Now what was also different about this movie, was the InGen Security side of the house wanted to use trained Velociraptors as a weapon of war (War Velociraptors?). Meaning set these things loose against an enemy. Chris Pratt’s character was the guy tasked with training and working with a pack of Velociraptors, and he eventually used them to go after this hybrid dinosaur when all other options were exhausted.  This part of the movie was fun to think about and it was an interesting turn.
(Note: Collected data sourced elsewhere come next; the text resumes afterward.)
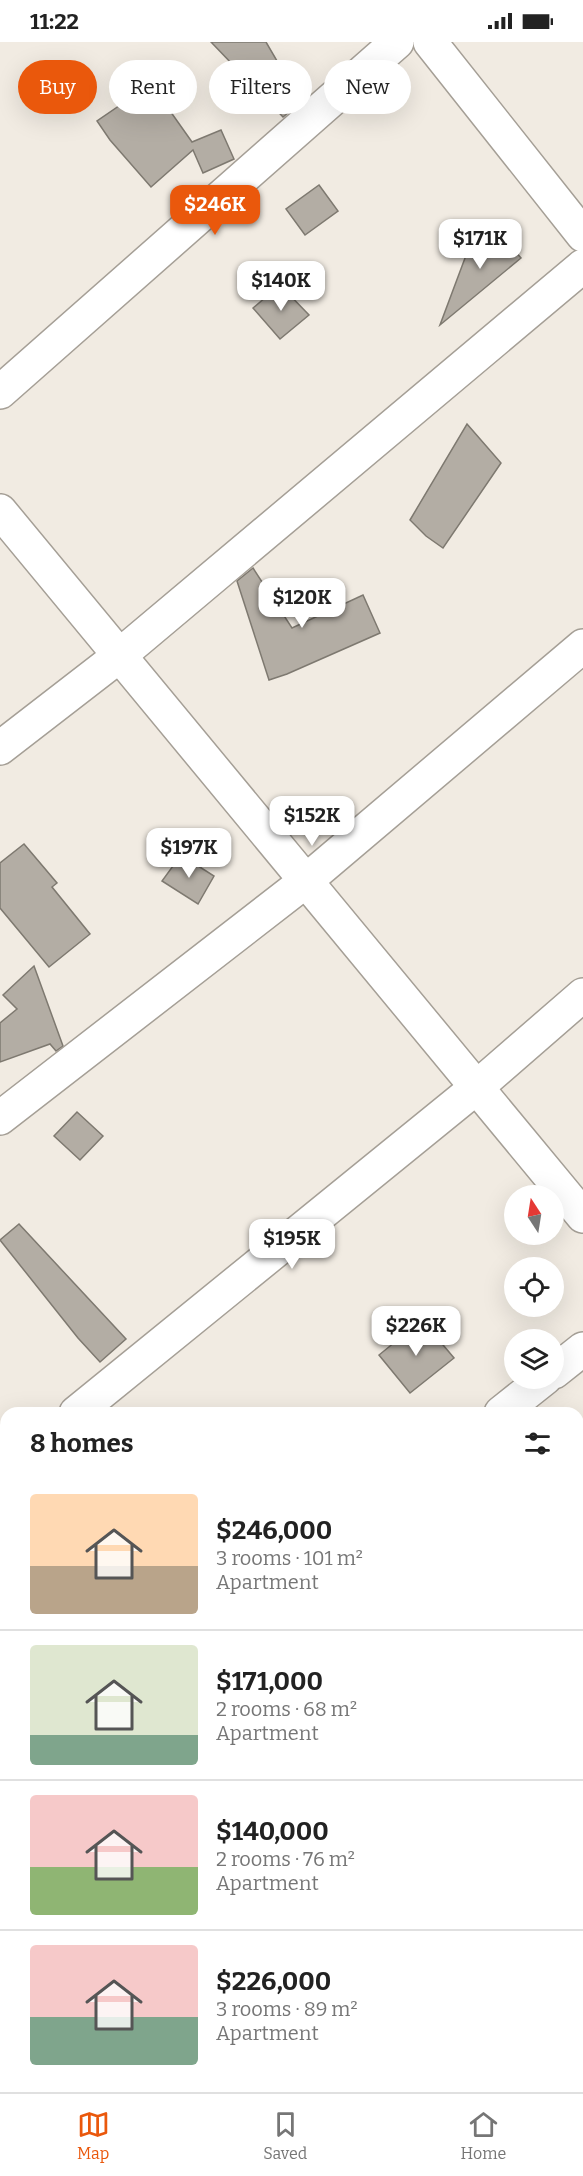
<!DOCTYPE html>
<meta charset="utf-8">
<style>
body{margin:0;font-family:Bitter,serif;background:#f2f2f2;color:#222;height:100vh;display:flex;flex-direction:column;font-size:22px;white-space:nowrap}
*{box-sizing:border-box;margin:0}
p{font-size:20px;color:#767676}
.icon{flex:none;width:33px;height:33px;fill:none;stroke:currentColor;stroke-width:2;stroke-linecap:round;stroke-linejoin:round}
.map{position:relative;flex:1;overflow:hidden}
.sheet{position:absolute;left:0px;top:1365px;width:584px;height:686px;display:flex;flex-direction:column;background:#fff;border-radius:18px 18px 0 0;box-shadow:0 6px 24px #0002}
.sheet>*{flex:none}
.top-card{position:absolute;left:18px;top:18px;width:548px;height:54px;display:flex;gap:12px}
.needle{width:39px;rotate:348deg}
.fabs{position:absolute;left:504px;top:1143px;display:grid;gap:12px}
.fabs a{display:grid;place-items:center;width:60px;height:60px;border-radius:50%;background:#fff;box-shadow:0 6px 24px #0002;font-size:30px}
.price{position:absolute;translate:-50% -51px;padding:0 14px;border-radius:12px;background:#fff;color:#222;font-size:20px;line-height:39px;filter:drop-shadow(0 2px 3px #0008)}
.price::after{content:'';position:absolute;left:50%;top:36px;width:18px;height:14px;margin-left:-9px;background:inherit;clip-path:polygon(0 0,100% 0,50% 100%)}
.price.current{background:#ea580c;color:#fff}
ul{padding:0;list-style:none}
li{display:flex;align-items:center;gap:18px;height:150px;padding:0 30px}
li+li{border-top:2px solid #e0e0e0}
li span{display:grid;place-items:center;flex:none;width:168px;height:120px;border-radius:6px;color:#555}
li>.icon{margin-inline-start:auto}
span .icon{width:72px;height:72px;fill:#fffc;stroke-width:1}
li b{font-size:26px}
h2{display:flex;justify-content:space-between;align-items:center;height:72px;padding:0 30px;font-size:26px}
.pill{padding:0 21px;border-radius:27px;background:#fff;box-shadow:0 6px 24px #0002;font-size:21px;line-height:54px}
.pill.current{background:#ea580c;color:#fff}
.status{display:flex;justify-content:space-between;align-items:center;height:42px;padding:0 30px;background:#fff;direction:ltr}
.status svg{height:16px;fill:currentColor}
.tabs{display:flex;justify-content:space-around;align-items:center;height:84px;border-top:2px solid #e0e0e0;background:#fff;font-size:16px;color:#767676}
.tabs a{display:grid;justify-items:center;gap:3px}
.tabs .current{color:#ea580c}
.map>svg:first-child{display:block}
</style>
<div class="status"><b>11:22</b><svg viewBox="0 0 49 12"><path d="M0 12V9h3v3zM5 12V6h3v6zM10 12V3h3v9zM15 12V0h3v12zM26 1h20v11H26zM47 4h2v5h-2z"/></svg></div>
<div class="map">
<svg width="583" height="2050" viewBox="0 0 583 2050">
<rect width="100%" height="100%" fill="#f1ebe2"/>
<g fill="#b3ada4" stroke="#7e7970" stroke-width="1.5">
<polygon points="211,0 266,0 301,60 283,75"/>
<polygon points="151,42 192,100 221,88 234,117 203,131 193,108 151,145 110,98 97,79"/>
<polygon points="319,143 338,169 305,193 286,167"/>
<polygon points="474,192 489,201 500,192 521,216 440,283"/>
<polygon points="280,243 309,273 280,297 253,266"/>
<polygon points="467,382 501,421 443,506 426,494 410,478"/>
<polygon points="253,526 292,586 363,553 380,591 287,632 269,638 237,539"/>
<polygon points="24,802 57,841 52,845 90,892 49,925 0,866 0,821"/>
<polygon points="181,813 214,834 198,862 162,839"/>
<polygon points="34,924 63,1004 56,1009 50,1002 0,1020 0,981 17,967 3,953"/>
<polygon points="77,1070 103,1094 80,1118 54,1094"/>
<polygon points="19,1182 126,1297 100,1320 78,1296 0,1198"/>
<polygon points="422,1278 454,1316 410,1351 379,1313"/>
</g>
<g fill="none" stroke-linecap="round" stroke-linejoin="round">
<g stroke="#a59f96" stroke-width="36">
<g id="minor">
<polyline points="430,0 583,193"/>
<polyline points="0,350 397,0"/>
<polyline points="0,469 583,1174"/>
<polyline points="0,706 119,614 583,224"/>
<polyline points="0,1076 307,838 583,604"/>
<polyline points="554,1330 583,1307"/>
<polyline points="76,1371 477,1045 583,953"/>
<polyline points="501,1371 545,1336"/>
<polyline points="0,1442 6,1449"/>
<polyline points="578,1674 583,1669"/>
<polyline points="0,1770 6,1765"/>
<polyline points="511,2044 515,2050"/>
<polyline points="130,2050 136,2044"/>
<polyline points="576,2050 583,2044"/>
</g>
</g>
<use href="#minor" stroke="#fff" stroke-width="33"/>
</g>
</svg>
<div class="fabs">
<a><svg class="needle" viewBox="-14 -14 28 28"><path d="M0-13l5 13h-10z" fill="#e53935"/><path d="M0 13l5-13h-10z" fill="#767676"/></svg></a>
<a><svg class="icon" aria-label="locate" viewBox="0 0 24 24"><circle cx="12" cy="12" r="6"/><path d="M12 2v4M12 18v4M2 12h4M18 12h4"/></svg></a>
<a><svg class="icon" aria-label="layers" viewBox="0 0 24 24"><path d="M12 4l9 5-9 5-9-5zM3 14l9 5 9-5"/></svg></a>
</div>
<b class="price current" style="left:215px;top:194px">$246K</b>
<b class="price" style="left:480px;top:228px">$171K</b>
<b class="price" style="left:281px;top:270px">$140K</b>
<b class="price" style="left:302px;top:587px">$120K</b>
<b class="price" style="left:312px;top:805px">$152K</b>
<b class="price" style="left:189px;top:837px">$197K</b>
<b class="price" style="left:292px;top:1228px">$195K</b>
<b class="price" style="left:416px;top:1315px">$226K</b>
<div class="top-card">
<a class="pill current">Buy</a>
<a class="pill">Rent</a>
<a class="pill">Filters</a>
<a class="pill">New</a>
</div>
<section class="sheet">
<h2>8 homes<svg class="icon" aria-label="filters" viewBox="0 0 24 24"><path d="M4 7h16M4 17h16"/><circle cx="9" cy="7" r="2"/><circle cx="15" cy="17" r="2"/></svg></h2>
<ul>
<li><span style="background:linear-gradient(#ffd9b3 60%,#b9a48a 0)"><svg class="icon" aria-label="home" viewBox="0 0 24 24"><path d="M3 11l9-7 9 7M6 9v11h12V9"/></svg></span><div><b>$246,000</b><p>3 rooms · 101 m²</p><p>Apartment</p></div></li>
<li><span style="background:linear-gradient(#dfe7d0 75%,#7fa58c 0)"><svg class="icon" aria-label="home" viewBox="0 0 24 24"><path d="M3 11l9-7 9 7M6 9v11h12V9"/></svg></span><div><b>$171,000</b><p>2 rooms · 68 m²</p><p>Apartment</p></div></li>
<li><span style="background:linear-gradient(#f6c9c9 60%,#8fb573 0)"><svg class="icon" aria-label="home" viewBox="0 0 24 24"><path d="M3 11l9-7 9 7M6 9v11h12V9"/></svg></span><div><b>$140,000</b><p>2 rooms · 76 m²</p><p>Apartment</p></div></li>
<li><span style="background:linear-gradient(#f6c9c9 60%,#7fa58c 0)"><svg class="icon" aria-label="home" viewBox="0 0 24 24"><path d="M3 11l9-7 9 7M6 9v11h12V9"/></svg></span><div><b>$226,000</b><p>3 rooms · 89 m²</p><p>Apartment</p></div></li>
</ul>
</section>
</div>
<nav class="tabs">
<a class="current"><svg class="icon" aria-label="map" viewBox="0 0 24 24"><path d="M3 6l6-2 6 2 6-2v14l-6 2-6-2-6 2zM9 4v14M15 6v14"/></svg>Map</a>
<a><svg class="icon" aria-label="saved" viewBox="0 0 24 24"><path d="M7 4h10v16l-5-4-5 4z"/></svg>Saved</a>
<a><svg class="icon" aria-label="home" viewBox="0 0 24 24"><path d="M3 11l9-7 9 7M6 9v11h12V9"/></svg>Home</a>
</nav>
Vic Hoskins turned out to be the bad guy in charge of the security group. But he was the only guy demonized and he did get killed in the end. The actual PMSC guys doing the fighting and dying, gave a great showing in the movie. Too bad they didn’t have character that was an antithesis to Vic’s character, amongst the security force. Someone that takes over when Vic dies, and that actually connects with Pratt’s character in the end to accomplish the goal. Either way, it was a fun movie. The Washington Post did a similar review in regards to PMSC’s in this movie.

 

InGen Security: An Asset Containment Unit officer stands watch at Isla Nublar’s Jurassic World.

InGen Security: No Laughing Matter.

With the number of reported Central American poaching vessels increasing in the Meurtes Archipelago over the last year, InGen’s security division, headed by Vic Hoskins, has been busy ramping up operations in the Gulf of Fernandez.

“We don’t have the capacity to take things for granted around here”, Vic says. “While some of our work is assisting the staff at Jurassic World, we also have a memorandum of understanding with the United Nations to monitor activity on Isla Nublar and its neighboring islands.”

Poachers have been known to risk their own lives working in the service of ruthless collectors. It has also been reported that some individuals have been responsible for mishandling captured specimens, with disturbing hospitalization cases on the Costa Rican mainland.

“This area of the world is controlled by a multi-national coalition, and our Asset Containment teams spearhead keeping this region safe and protected. With the use of state-of-the-art equipment and communication technology provided through partnerships with various Masrani Global subsidiaries, we can do just that.”

A seasoned security contractor, Vic Hoskins was involved in overseeing the infamous flying reptile “cleanup” operation over Canada in 2001. Due to the professionalism his team displayed, he was hired personally by Simon Masrani to re-develop InGen’s Security Division, which helped oversee the protection of workers on Isla Nublar during Jurassic World’s construction.